Engineering design process
The engineering design method is a process that engineers use to solve problems and meet requirements. This process involves considering multiple solutions and selecting the best one that satisfies the given requirements. Engineers can use simulations to model and test the performance of their solutions. For well-understood machines, engineers can even calculate the specific design parameters necessary to meet the performance requirements. However, simulations cannot always capture the real world in sufficient detail or compute all possible designs. In such cases, designers may be dealing with a “wicked design problem” that has changing, incomplete, interdependent, or indeterminate requirements, making it difficult to follow a linear model of design thinking. HRI design is often a wicked design problem due to the lack of information about the appropriate behaviours and consequences of robots in social contexts.

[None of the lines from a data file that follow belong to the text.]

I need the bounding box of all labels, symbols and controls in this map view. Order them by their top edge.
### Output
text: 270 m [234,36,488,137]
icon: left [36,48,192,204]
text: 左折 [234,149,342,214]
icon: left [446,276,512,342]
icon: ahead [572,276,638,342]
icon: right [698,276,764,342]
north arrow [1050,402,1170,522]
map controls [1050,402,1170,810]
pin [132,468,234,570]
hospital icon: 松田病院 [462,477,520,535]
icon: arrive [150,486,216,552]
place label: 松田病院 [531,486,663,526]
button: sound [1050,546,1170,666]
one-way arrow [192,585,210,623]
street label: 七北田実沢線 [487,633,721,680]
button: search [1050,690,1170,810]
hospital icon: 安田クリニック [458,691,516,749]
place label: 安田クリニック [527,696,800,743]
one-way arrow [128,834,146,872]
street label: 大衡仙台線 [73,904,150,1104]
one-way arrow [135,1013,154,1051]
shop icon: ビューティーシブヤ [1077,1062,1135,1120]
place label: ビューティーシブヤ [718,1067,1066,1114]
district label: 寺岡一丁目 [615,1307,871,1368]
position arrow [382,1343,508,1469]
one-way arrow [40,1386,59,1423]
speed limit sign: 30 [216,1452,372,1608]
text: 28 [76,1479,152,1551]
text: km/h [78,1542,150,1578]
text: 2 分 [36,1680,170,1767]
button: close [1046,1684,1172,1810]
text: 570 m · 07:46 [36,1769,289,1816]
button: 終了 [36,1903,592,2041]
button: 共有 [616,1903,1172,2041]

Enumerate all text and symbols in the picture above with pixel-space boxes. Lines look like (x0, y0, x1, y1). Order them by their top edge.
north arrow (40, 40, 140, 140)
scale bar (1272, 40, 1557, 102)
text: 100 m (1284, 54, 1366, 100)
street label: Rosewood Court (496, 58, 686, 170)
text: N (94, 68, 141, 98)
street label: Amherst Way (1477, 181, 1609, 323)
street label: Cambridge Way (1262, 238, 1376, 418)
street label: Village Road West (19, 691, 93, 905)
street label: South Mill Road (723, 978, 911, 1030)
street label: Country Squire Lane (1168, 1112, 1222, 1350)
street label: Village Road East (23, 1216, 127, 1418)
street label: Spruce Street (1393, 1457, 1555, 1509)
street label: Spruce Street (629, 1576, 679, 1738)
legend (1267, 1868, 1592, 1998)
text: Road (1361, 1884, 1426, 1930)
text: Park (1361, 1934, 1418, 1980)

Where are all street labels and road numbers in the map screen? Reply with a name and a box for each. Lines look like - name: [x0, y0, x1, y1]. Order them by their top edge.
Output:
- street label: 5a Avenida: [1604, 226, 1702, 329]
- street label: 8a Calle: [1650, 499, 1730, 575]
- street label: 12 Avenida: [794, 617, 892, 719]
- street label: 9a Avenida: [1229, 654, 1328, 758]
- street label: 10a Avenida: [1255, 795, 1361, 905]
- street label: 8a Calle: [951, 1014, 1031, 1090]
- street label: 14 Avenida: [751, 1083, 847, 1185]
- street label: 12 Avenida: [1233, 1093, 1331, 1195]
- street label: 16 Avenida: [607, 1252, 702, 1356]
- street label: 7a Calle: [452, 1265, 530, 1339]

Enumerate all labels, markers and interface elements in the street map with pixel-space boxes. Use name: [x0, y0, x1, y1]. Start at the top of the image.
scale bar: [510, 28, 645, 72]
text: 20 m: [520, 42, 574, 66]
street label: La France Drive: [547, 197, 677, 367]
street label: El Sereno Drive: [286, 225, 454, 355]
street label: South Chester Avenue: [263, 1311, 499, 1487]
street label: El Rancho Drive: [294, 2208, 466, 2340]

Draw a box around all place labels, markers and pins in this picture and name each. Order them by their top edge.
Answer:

To address this, designers may focus on producing satisficing solutions that are just good enough for the purpose they are meant to serve. This approach is common in all human endeavours and is almost unavoidable in HRI, where technical capabilities may never reach the ultimate design requirement of the robot performing just as well or better than people.
User-centred design process
The engineering design method is limited in guiding HRI development when it comes to open-ended interactions and spaces. Satisficing may lead to measuring only what is easy to measure and not what truly matters. User-centred design (UCD) can address these issues by focusing on the people who will use the robot and the contexts of use throughout the design process. UCD is a broad term used to describe design processes in which end-users influence how a design takes shape. Users can be involved in many ways, including through initial analyses of their needs and desires, evaluating various design iterations, and providing feedback on the final product.
Designers are often faced with making design decisions for which there are no obvious answers. Prototypes of different design options can be built and tested with the target audience to elicit responses and ensure that preferences or differences are truly caused by the design feature under consideration. It is important to test early and often because making changes later in the process can be costly.
Designers should not only consider primary users but also secondary and tertiary users who may come into contact with the artifact intermittently or be affected by its use. Stakeholders, or those involved in and affected by the robot’s uses, can be identified through research, and involved in the design process through various user-centred methods, such as needs and requirements analyses, field studies and observations, focus groups, interviews and surveys, and user testing and evaluations of prototypes or final products. By involving stakeholders, designers can ensure that the robot meets the needs of all those who will come into contact with it, and not just the primary users.
In recent times, HRI researchers have adopted more collaborative and participatory design methods for creating robots. These methods involve including potential users and other stakeholders in the decision-making process about appropriate robot design from the beginning of the design process. This is different from bringing users in only during the evaluation stage of the design process, where their input is used to test certain assumptions already expressed in the design. Participatory design recognizes that people have expertise in their everyday experiences and circumstances. It has been used in the design of computing technologies, especially information systems, since the 1970s. In HRI, participatory design involves finding ways for users to become engaged in making design decisions about robots, such as by developing particular behaviours for robots or designing robot applications for their local environments. Participatory design with robots has its difficulties. People have many preconceptions about robots but little knowledge about the technology involved in making them, which can lead to unrealistic design ideas. Designers also have little knowledge of the day-to-day lives and experiences of people in many of the applications where HRI is most needed, such as eldercare. Participatory design is a relatively new concept in HRI, but it is becoming an increasingly important component of the HRI design methods toolkit. As more applications for diverse populations and everyday contexts are envisioned, collaborative and participatory design methods will play a critical role in creating robots that meet the needs of their users.